Second, if you must continue supporting legacy clients, enforce a strict transport policy by redirecting any non-TLS or SSL 3.0 requests to HTTPS. This prevents accidental protocol downgrade and ensures credentials are never sent over an insecure channel.

use actix_web::{web, App, HttpServer, HttpResponse};

async fn redirect_to_https(req: actix_web::HttpRequest) -> HttpResponse {
    let host = req.host().unwrap_or("localhost");
    HttpResponse::MovedPermanently()
        .insert_header(("Location", format!("https://{}{}", host, req.uri().path())))
        .finish()
}

#[actix_web::main]
async fn main() -> std::io::Result<()> {
    HttpServer::new(|| {
        App::new()
            .route("/", web::get().to(redirect_to_https))
            .service(web::resource("/login").route(web::get().to(login_page)))
    })
    .bind("0.0.0.0:8080")?
    .run()
    .await
}

fn login_page() -> &'static str {
    "Use HTTPS to access this service"
}

Finally, avoid including credentials in URLs or logs when using Basic Auth, and prefer short-lived tokens. middleBrick’s scans can verify whether your endpoints reject SSL 3.0 and whether headers containing credentials are transmitted over strong transport protocols. Remediation guidance included in reports maps to OWASP API Security Top 10 and relevant compliance frameworks.

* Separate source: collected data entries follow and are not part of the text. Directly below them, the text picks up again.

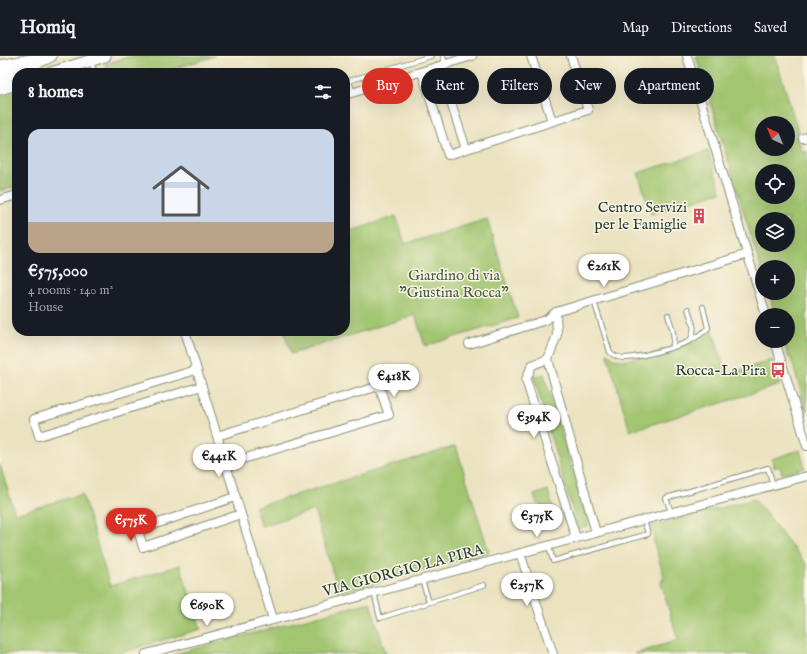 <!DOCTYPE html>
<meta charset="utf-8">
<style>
:root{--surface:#171b24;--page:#242831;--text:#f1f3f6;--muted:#9ea1a6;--line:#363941;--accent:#d93025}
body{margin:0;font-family:"IM FELL English",serif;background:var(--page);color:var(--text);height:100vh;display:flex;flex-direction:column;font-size:15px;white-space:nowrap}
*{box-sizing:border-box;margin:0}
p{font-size:13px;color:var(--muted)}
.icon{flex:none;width:22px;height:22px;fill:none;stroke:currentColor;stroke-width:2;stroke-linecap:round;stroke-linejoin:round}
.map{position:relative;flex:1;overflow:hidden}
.side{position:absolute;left:12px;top:12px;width:338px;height:268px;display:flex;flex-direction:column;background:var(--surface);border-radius:16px;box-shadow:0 4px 16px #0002}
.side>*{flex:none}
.banner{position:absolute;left:362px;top:12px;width:380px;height:36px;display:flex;gap:8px}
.needle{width:26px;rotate:316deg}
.buttons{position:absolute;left:755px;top:60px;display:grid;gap:8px}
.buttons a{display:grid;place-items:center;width:40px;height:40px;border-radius:50%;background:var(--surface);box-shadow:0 4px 16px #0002;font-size:20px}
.price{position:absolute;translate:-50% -34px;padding:0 9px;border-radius:14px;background:#fff;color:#222;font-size:13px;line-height:26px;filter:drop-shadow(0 1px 2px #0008)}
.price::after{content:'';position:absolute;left:50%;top:24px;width:12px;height:9px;margin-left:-6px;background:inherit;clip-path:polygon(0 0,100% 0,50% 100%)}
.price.active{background:var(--accent);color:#fff}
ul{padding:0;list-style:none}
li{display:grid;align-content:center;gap:8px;height:212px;padding:0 16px}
li span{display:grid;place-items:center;height:124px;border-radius:12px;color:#555}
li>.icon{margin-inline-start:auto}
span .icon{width:72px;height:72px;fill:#fffc;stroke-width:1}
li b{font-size:17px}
h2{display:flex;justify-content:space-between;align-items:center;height:48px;padding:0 16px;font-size:17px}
.chip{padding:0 14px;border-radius:18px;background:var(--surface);box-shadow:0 4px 16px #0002;font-size:14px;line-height:36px}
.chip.active{background:var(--accent);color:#fff}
header{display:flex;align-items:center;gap:24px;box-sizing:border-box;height:56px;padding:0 20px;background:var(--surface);border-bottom:1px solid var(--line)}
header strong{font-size:19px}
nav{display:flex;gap:22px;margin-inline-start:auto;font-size:14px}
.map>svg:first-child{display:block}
.green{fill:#a1c56f;stroke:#608152;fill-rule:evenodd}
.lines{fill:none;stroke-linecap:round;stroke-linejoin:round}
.lane-casing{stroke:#85907a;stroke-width:6}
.street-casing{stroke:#85907a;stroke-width:10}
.secondary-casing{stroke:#85907a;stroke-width:13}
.lane{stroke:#fff;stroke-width:4}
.street{stroke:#fff;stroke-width:8}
.secondary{stroke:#fff;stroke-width:11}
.labels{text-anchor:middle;stroke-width:3;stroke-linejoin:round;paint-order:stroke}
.poi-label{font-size:15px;fill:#1f3d34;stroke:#fcf5e5;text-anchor:end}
.park-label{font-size:15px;fill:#405f43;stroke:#fcf5e5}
.street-label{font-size:15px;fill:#1f3d34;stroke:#fcf5e5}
</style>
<header>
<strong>Homiq</strong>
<nav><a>Map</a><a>Directions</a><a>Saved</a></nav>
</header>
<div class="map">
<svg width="807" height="598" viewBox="0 0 807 598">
<rect width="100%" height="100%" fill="#fcf5e5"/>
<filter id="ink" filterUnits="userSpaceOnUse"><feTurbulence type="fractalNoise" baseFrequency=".025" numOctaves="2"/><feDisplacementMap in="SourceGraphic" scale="8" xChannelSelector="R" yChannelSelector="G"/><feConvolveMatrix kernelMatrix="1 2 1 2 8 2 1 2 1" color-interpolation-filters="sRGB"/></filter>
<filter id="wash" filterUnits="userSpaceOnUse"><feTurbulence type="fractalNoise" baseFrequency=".012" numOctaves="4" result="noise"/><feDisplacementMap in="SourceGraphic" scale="16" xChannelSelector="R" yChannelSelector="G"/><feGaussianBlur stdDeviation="0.9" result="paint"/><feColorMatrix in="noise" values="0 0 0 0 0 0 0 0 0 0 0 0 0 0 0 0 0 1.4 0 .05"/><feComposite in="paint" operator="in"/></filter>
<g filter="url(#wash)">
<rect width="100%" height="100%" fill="#ebe2c0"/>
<path class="green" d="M131 0H215L160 17H108L105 8Z
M696 0H775L800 81 798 82 802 97 807 95V357L791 302H789L783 285H788V259H775L769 237H788V211H762V216ZM762 67H788V93H762ZM762 115H788V141H762ZM762 163H788V189H762Z
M17 35V130L0 135V41Z
M708 95 721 136 651 158 638 117Z
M396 160 405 188 487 163 518 262 425 290 415 259 291 298 284 275H345V177Z
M712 272 726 319 772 304 780 329 630 375 607 297H608C613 304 620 304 627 304L691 287Z
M544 318 555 357 545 360 534 321Z
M558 366 589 470 578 473 547 369Z
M456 390 489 496 339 537 314 454 261 470 255 451Z
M800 394 805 412 782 418 780 410 774 412 772 403Z
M0 409 15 458 82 438 110 530 180 509 201 573 116 598H0Z
M548 434 556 462 544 464 540 448H537L534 439Z
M754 443 807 509V598H634L678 584 661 527 664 520 653 484 655 483 651 470Z
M370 546 386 598H175Z"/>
</g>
<g filter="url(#ink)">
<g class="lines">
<defs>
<path id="lane" d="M443 0 445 8
M92 6 94 17
M349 25 353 37
M345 26 431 0
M594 245 610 296C614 300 618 302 624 302 638 302 677 291 690 285 697 281 703 277 708 272L703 251
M688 253C692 266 697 272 690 285
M668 259C671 270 676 279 672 291
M671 456 666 442 768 412 773 429
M549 490 553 505 648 478 644 464
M422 524 429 546
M374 536 380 562 484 529"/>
<path id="street" d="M531 0 552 65
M687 0 766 259
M439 10 466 93
M422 16 448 99 588 54 571 0
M345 39 472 0
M803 82 807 81
M0 144 17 139
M556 256 557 279 548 303 596 477
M185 275 273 563
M775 285 807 390
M469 288 546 264 556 256 748 198
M548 303 532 309 526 324 576 482
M196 314 34 363 39 380 202 330
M217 380 379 330 389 359 226 408
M235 441 138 474 143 491 241 458
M520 497 553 598
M146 598 807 420"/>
<path id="secondary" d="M0 10 36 3
M51 17 105 0
M0 22 22 14 51 0
M0 33 17 28"/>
</defs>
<use href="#lane" class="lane-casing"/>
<use href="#street" class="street-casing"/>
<use href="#secondary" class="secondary-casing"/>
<use href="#lane" class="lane"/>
<use href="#street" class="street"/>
<use href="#secondary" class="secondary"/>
</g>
</g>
<defs>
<symbol id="building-bare" viewBox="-9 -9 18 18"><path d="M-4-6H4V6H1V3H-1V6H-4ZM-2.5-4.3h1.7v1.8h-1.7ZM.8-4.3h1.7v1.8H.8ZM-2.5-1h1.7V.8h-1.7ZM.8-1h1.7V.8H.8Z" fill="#d1495b" stroke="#fcf5e5" stroke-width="2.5" paint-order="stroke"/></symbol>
<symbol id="bus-bare" viewBox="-9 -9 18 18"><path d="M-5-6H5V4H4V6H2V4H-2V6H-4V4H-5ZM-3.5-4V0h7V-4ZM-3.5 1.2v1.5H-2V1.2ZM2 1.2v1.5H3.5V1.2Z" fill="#d1495b" stroke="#fcf5e5" stroke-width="2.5" paint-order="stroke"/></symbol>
</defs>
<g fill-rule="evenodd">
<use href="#building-bare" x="688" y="149" width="22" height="22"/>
<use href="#bus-bare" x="767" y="303" width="22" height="22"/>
</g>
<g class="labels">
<g class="poi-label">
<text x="687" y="156">Centro Servizi<tspan x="687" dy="17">per le Famiglie</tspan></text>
<text x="766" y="319">Rocca-La Pira</text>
</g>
<g class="park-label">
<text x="454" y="224">Giardino di via<tspan x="454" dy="17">"Giustina Rocca"</tspan></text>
</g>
<g class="street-label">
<text transform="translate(403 514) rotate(-15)" y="5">VIA GIORGIO LA PIRA</text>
</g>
</g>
</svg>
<div class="buttons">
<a><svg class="needle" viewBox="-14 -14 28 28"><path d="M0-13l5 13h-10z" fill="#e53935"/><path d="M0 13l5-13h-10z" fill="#9ea1a6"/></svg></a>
<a><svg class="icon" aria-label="locate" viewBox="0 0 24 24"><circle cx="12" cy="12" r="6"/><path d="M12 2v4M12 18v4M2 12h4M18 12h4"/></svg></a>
<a><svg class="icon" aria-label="layers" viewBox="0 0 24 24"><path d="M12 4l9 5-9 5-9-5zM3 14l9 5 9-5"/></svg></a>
<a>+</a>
<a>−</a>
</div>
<b class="price" style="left:604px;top:232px">€261K</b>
<b class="price" style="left:394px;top:342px">€418K</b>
<b class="price" style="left:534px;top:383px">€394K</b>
<b class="price" style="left:219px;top:422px">€441K</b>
<b class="price" style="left:537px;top:482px">€375K</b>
<b class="price active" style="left:131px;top:486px">€575K</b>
<b class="price" style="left:527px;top:551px">€257K</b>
<b class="price" style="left:207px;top:571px">€690K</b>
<div class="banner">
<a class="chip active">Buy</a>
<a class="chip">Rent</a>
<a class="chip">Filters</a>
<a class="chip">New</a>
<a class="chip">Apartment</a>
</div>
<section class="side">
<h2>8 homes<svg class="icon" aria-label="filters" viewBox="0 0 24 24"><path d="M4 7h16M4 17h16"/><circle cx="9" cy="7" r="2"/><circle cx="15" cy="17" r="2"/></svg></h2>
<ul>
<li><span style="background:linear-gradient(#c9d6e8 75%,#b9a48a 0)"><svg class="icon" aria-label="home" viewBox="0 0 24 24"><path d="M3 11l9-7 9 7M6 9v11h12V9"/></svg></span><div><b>€575,000</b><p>4 rooms · 140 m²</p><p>House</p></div></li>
</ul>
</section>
</div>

Frequently Asked Questions

Can a Poodle attack recover a full Basic Auth credential if TLS 1.0 is used?
Yes, if an attacker can force a TLS 1.0 or SSL 3.0 connection and observe enough ciphertext, practical Poodle attacks can recover the plaintext Authorization header from Base64-encoded data by exploiting padding oracles. Use TLS 1.2+ and disable legacy protocols.
Does middleBrick test for SSL 3.0 support and protocol downgrade risks?
Yes. middleBrick runs checks to detect whether endpoints accept SSL 3.0 and whether insecure protocol negotiation is possible, flagging findings with severity and remediation steps.